--- DATA FOR THIS EXERCISE ---

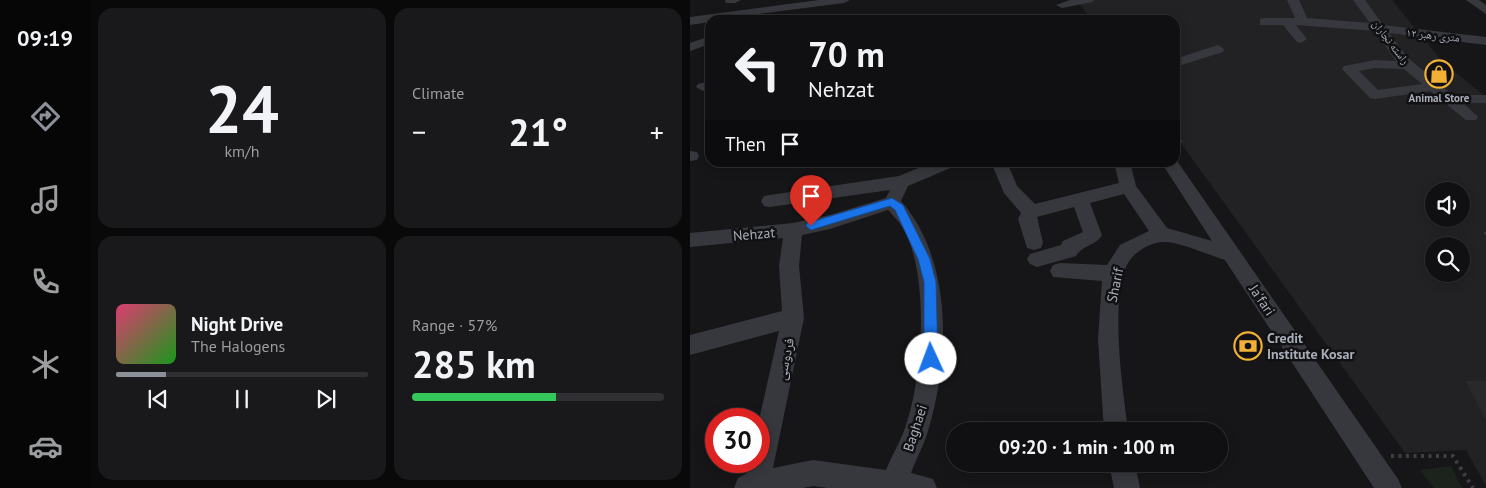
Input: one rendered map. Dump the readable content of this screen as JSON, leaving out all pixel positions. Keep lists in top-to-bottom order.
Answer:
{
  "streets": {
    "street": [
      "۱۲ متری رهبر",
      "راسته نجاران",
      "Nehzat",
      "Sharif",
      "Ja'fari",
      "فردوسی",
      "Baghaei"
    ]
  },
  "crossings": [
    ["۱۲ متری رهبر", "راسته نجاران"],
    ["Nehzat", "فردوسی"],
    ["Nehzat", "Baghaei"]
  ],
  "places": {
    "shop": ["Animal Store"],
    "bank": ["Credit Institute Kosar"]
  },
  "page": {
    "tabs": "09:19",
    "tile": [
      ["24", "km/h"],
      "Climate",
      ["Range · 57%", "285 km"]
    ],
    "turn": ["70 m", "Nehzat"],
    "heat": ["−", "21°", "+"],
    "then": "Then",
    "song": ["Night Drive", "The Halogens"],
    "limit": "30",
    "trip": "09:20 · 1 min · 100 m"
  }
}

---

→ **WORK TO BE COMPLETED**:
From the first line to the last, return the records exactly and leave the pictures behind.

→ **TASK SOLUTION**:
Input: one rendered map. Dump the readable content of this screen as JSON, leaving out all pixel positions. Keep lists in top-to-bottom order.
Answer:
{
  "streets": {
    "street": [
      "۱۲ متری رهبر",
      "راسته نجاران",
      "Nehzat",
      "Sharif",
      "Ja'fari",
      "فردوسی",
      "Baghaei"
    ]
  },
  "crossings": [
    ["۱۲ متری رهبر", "راسته نجاران"],
    ["Nehzat", "فردوسی"],
    ["Nehzat", "Baghaei"]
  ],
  "places": {
    "shop": ["Animal Store"],
    "bank": ["Credit Institute Kosar"]
  },
  "page": {
    "tabs": "09:19",
    "tile": [
      ["24", "km/h"],
      "Climate",
      ["Range · 57%", "285 km"]
    ],
    "turn": ["70 m", "Nehzat"],
    "heat": ["−", "21°", "+"],
    "then": "Then",
    "song": ["Night Drive", "The Halogens"],
    "limit": "30",
    "trip": "09:20 · 1 min · 100 m"
  }
}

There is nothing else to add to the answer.